3 October 2014DVB

A Rohingya girl (Steve Gumaer/Flickr).

The government’s action plan for Arakan (Rakhine) State, which was drafted under a shroud of secrecy and which has not been released to the public, was roundly criticised by Human Rights Watch (HRW) on Friday, which warned that it would ”entrench discriminatory policies that deprive Rohingya Muslims in Burma of citizenship and lead to the forced resettlement of over 130,000 displaced Rohingya into closed camps.”

“It is nothing less than a blueprint for permanent segregation and statelessness that appears designed to strip the Rohingya of hope and force them to flee the country,” Phil Robertson, HRW’s deputy Asia director, said. The draft Rakhine State Action Plan, which has not been released to the public, is intended to be a comprehensive doctrine covering development, humanitarian, security, and ethnic issues in Arakan, including – most controversially – the thorny issue of Rohingya citizenship. Under Burma’s 1982 citizenship law, most were rendered stateless, despite claiming ancestry in the region dating back generations.

A draft of the plan, obtained by DVB, does not specifically state whether the displaced will be allowed to return to where they came from, however a subsection claims that the government will, “to the extent possible, make alternate plans for IDPs who do not want to go back to the places of origins [sic].” The document claims that relocation efforts for “Bengalis” – the government’s preferred term for the Rohingya – will occur in April and May of next year, although it does not specify where they will be relocated to.

But Human Rights Watch warns that the government’s planned solution will result in permanent segregation, entrenching the systemic persecution to which the Rohingya are currently subjected.

“Moving the Rohingya further from urban areas to isolated rural camps will violate their basic rights, make them dependent on outside assistance, and formalize the land grab of Rohingya property,” Robertson said.

A pilot of the citizenship verification programme recently concluded in Myebon Township, through which 40 Rohingyas were reportedly issued “naturalized” citizenship. Under Burma’s stratified citizenship laws, this grants them fewer privileges than those with “full” citizenship rights. According to the draft plan, the government intends to wrap up the citizenship verification process in its entirety by October 2016.

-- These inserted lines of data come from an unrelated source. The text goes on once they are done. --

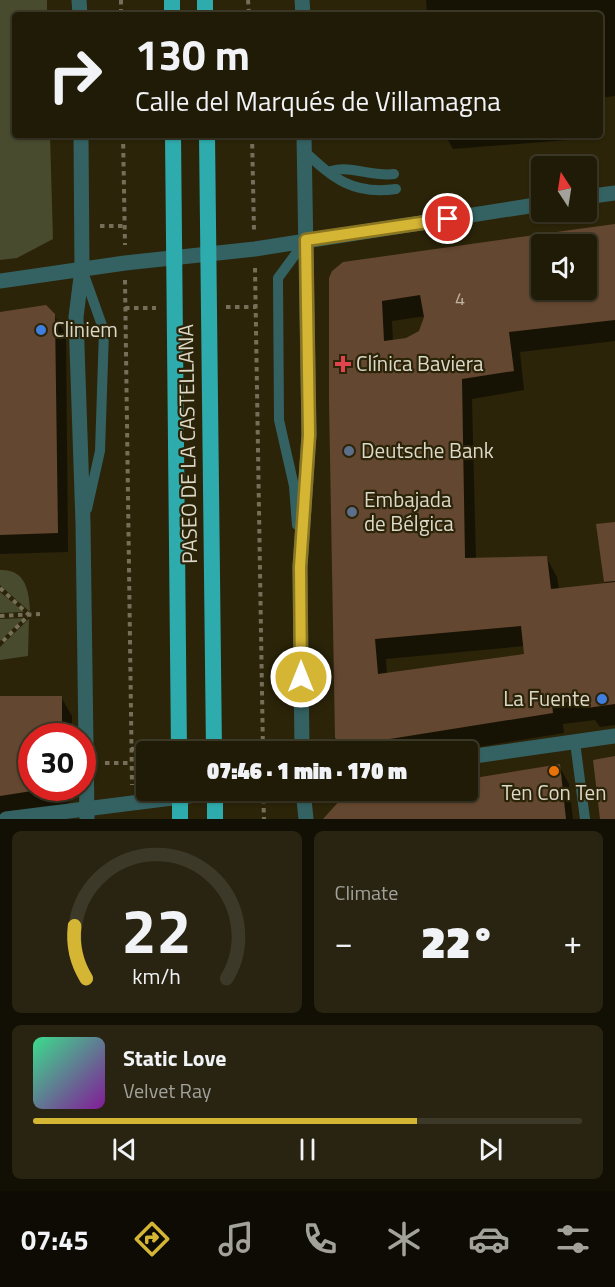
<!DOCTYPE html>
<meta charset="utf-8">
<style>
body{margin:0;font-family:"Titillium Web",sans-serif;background:#282411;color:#f1f3f6;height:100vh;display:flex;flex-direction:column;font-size:22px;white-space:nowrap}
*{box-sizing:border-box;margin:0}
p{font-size:20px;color:#a2a19b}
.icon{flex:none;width:33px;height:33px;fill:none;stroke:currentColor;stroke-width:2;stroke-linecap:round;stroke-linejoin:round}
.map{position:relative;height:819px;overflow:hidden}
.drawer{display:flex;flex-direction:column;gap:12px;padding:12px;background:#120f04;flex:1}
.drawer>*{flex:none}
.top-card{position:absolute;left:12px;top:12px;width:591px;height:126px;border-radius:6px;box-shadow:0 2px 4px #0004,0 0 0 2px #3d3928;background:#201b07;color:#f1f3f6;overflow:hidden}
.needle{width:39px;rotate:348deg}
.buttons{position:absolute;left:531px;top:156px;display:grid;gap:12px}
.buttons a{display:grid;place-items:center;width:66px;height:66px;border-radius:6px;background:#201b07;box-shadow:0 2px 4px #0004,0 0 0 2px #3d3928;font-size:30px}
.speed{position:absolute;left:18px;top:723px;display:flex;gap:12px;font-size:30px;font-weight:700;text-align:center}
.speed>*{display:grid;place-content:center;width:78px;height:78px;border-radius:50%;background:#201b07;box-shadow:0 2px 4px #0004,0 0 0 2px #3d3928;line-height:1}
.speed .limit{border:9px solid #d22;background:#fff;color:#111}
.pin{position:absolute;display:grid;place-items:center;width:51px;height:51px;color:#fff;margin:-26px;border:3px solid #fff;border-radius:50%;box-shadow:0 2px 6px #0007}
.me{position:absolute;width:66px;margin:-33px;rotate:0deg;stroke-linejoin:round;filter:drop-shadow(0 0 4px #0008)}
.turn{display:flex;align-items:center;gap:21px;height:126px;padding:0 24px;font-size:27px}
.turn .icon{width:78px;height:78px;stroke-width:2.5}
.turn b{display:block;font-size:42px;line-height:51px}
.big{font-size:45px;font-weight:800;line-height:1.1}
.drawer .widget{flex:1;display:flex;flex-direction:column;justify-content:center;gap:9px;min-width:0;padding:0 21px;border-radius:9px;background:#282411}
.drawer .dial{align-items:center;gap:0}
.dial svg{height:156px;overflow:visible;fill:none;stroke:#3d3928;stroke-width:7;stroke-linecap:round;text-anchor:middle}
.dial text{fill:#f1f3f6;stroke:none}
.song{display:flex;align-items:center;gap:18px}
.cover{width:72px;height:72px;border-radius:9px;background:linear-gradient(135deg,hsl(150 70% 55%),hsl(290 70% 35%))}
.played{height:6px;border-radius:3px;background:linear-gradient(90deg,#d5b534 70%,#3d3928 70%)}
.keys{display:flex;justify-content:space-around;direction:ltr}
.heat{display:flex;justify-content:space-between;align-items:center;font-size:33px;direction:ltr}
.drawer .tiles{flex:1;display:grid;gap:12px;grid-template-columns:1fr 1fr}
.widget:last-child{grid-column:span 2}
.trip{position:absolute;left:136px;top:741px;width:342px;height:60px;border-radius:6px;background:#201b07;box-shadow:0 2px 4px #0004,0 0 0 2px #3d3928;font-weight:800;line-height:60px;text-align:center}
.menu{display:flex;height:96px;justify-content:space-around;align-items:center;background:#0d0b03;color:#a2a19b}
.menu .icon{width:42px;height:42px}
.menu .current{color:#d5b534}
.menu b{font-size:27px;color:#f1f3f6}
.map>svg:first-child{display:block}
.green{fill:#484b2e}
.shadow{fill:#0007;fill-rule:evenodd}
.building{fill:#644730;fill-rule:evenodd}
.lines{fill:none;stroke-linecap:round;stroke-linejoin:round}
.path{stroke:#756f59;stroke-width:4;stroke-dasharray:4.5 4.5;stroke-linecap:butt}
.service{stroke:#346263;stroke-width:10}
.minor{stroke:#346263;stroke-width:15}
.trunk{stroke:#2eacad;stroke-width:16}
.route-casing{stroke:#8a7622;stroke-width:15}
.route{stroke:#d5b534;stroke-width:10}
.shop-dot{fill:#3f7fe0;stroke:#2b2409;stroke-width:2}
.health-dot{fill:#e0444e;stroke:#2b2409;stroke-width:2}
.service-dot{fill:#5c6f8a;stroke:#2b2409;stroke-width:2}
.food-dot{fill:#e8710a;stroke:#2b2409;stroke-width:2}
.labels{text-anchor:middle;stroke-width:4.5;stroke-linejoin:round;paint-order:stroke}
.number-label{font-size:18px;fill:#bfb4a3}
.poi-label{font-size:21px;fill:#ddd9c9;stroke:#2b2409;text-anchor:start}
.street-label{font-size:21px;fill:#ddd9c9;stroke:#2b2409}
</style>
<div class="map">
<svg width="615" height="819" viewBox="0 0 615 819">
<rect width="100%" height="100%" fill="#2b2409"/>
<g class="green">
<path d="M0 0H47V15H15V135H50L53 239 17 258 0 260Z"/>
<path d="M0 570C26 569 29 591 30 612L0 585Z"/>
<path d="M0 592 24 612 0 613Z"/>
<path d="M24 618 0 641V619Z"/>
<path d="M29 619 28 656 0 660V647Z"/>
</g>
<g class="shadow">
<path d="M426 0H615V96L600 98V15H427Z"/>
<path d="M445 135H567L568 140 453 149Z"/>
<path d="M615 225V341L520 352 524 390 472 399 476 560 546 557 557 577 559 589 605 585 598 525 615 524V725L600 727 595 720 563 724 564 733 447 752H344L336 737 344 264ZM542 244H586V290H542ZM426 316 420 332 406 340 393 341 392 321ZM525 646 526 656 387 675 386 659Z"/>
<path d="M0 313 54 315 66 335 68 552 0 554Z"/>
<path d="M0 697H61L72 716V736H32V788H73L71 801 64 806 0 815Z"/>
<path d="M559 766 569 784 573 819H335L468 790V780Z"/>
</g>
<g class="building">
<path d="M615 224V320L509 332 514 371 462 379 465 558 547 556 551 589 615 582V704L587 708 586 700 552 704 553 713 346 746 335 738 329 400V278L332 271 343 262 542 234V290H586V244H550L549 233ZM420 295 424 317 419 331 406 338 384 341 382 301ZM521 626 524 654 378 674 375 639Z"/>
<path d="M46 305 55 314 58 533 0 535V312Z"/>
<path d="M615 522V581L604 582 596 524Z"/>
<path d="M0 696H62V736H32V791L0 796Z"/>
<path d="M615 756V819H600L593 760Z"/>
<path d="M560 764 566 819H323L342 798 390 790H468V779Z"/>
</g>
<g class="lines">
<g class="path">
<path d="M121 0V15"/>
<path d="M248 0 249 15"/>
<path d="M123 135 125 245"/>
<path d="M252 135 254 230"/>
<path d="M100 226H124"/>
<path d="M255 268 263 752"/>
<path d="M125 280 132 785"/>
<path d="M226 307H256"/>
<path d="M125 308H156"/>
<path d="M0 588 29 615 0 644"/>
<path d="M0 616 40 614"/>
<path d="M233 746 263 745"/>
<path d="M131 749 160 748"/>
<path d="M105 763H131"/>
<path d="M263 790 264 819"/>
</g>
<g class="service">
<path d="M304 151C334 179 353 195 396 189"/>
<path d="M331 171C351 165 372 177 394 174"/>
<path d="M83 272 104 331 100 451 87 509"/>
<path d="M297 525 294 486 279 420 278 278 306 240"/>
<path d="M575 742 585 819"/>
</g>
<g class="minor">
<path d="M79 0 80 15"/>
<path d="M302 0 303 15"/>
<path d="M81 135 82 269 76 317 83 523 87 819"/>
<path d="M586 197 615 193"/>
<path d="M0 281 125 263 255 249 542 204"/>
<path d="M302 752 300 567 309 435 304 135"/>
<path d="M468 757 615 736"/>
<path d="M303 790 306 819"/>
<path d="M6 819 236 790"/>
</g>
<g class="trunk">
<path d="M172 0V15"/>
<path d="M205 0V15"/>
<path d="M173 135 179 752"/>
<path d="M207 135 214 752"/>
<path d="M180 790V819"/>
<path d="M215 790V819"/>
</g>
</g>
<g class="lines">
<defs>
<path id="route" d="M301 677 300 567 309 435 306 240 448 219"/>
</defs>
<use href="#route" class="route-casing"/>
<use href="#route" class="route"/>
</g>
<g class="shop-dot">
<circle cx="41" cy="330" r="6"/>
<circle cx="602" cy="699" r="6"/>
</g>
<path class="health-dot" d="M340 355h6v6h6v6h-6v6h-6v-6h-6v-6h6z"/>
<g class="service-dot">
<circle cx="349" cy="451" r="6"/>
<circle cx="352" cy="512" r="6"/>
</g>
<circle class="food-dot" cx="554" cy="771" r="6"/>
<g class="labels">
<g class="number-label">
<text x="460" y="305">4</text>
</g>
<g class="poi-label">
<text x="53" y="337">Cliniem</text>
<text x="356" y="371">Clínica Baviera</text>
<text x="361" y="458">Deutsche Bank</text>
<text x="364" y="507">Embajada<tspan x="364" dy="24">de Bélgica</tspan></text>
<text x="590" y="706" text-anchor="end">La Fuente</text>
<text x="554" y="800" text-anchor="middle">Ten Con Ten</text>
</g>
<g class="street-label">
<text transform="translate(188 444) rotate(-91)" y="7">PASEO DE LA CASTELLANA</text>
</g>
</g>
</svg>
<div class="buttons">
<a><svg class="needle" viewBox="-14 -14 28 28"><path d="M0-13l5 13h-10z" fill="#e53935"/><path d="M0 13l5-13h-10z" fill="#a2a19b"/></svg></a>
<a><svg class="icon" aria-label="sound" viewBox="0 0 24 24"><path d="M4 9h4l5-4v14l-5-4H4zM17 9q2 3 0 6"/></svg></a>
</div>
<div class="speed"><div class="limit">30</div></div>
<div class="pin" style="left:448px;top:219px;background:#d93025"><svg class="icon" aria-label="arrive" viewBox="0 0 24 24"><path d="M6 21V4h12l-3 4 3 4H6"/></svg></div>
<svg class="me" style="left:301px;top:677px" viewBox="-20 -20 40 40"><circle r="17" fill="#d5b534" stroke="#fff" stroke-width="3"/><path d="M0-11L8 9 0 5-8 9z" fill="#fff"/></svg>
<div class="trip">07:46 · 1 min · 170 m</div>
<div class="top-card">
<div class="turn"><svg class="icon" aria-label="right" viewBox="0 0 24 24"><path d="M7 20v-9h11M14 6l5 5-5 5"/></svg><div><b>130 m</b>Calle del Marqués de Villamagna</div></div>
</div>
</div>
<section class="drawer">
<div class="tiles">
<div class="widget dial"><svg viewBox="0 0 100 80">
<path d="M14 69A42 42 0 1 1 86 69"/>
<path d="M14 69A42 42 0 0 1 8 42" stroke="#d5b534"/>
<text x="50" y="56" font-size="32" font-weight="700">22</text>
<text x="50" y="72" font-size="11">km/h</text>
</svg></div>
<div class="widget"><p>Climate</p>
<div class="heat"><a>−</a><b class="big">22°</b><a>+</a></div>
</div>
<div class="widget">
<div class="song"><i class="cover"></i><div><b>Static Love</b><p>Velvet Ray</p></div></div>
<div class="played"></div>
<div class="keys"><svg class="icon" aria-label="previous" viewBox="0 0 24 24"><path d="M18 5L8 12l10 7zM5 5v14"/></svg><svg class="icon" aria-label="pause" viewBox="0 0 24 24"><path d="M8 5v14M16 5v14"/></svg><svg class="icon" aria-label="next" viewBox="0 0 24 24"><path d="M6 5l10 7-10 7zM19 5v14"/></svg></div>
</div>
</div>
</section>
<nav class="menu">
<b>07:45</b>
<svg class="icon current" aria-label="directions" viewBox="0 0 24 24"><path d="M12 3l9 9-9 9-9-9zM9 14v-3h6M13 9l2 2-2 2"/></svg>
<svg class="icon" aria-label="music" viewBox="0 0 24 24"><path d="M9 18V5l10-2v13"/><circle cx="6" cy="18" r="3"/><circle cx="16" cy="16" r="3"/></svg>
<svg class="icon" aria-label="phone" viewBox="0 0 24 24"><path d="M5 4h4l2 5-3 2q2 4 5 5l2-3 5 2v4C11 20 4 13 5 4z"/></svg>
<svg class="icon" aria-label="climate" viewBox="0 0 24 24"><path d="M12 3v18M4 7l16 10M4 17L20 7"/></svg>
<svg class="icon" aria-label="car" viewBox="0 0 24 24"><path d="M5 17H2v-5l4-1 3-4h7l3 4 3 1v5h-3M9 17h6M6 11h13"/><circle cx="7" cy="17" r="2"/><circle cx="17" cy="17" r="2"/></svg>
<svg class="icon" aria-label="filters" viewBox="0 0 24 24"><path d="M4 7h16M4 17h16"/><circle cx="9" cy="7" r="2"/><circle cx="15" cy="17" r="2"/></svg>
</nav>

Rohingyas that desire naturalized status will have to officially repudiate their claim to Rohingya identity, and will be forced to register as “Bengalis,” a term they find derogatory. According to the draft plan, people “who reject definition in the existing laws” will be ineligible for citizenship, because the term “Rohingya” does not appear on a list of 135 officially-recognised “national races.”

For those that refuse to give up their ethnic identity or who are otherwise deemed ineligible for citizenship, the plan claims they “will be handled according to Myanmar Laws and Procedures” adding, ominously, “that sheltering illegal immigrants is a chargeable offense under applicable laws.”

The plan calls for the construction of “temporary camps in required numbers for those who refuse to be registered and those without adequate documents,” which Human Rights Watch claims “amounts to arbitrary, indefinite detention with the possibility of deportation.”

The government appears ready to approach the UN Refugee Agency (UNHCR) for assistance with resettling Rohingyas denied citizenship to third countries, which it claims it is within its rights to do “on the basis that Myanmar as a sovereign state has its own immigration laws,” adding that “Myanmar is granting appropriate documentation only to those who qualified according to its Citizenship Law.”

But, as the UN’s Special Rapporteur to Burma, Yanghee Lee, pointed out in a July speech, Burma’s 1982 citizenship law is “not in line with international standards.” A UNHCR spokesperson told DVB earlier this week that the government has not as yet made a formal request to the agency’s offices in Yangon for assistance, but if a request were to be made, such assistance was unlikely to be forthcoming.

“We only consider the option of resettlement for recognised refugees, who have, by definition, crossed international borders, which is not the case in this context,” the spokesperson said. “That is not an option we are contemplating.”

On Wednesday, Burma’s foreign minister, Wunna Maung Lwin, alluded to the existence of the Rakhine Action Plan at a speech to the UN General Assembly, and called on the international community to provide the restive state with increased aid. He claimed that Burma had cleared “all major concerns related to human rights,” implying that the country’s questionable human rights record should no longer receive special scrutiny by the UN.

In his annual report to the UN General Assembly’s Third Committee, Secretary-General Ban-Ki Moon deemed the human rights situation in Arakan to be of particular concern, noting that, “while the government of Myanmar has repeatedly made strong statements of actions to be taken against perpetrators of violence, these have not been conveyed with sufficient firmness to the local level.”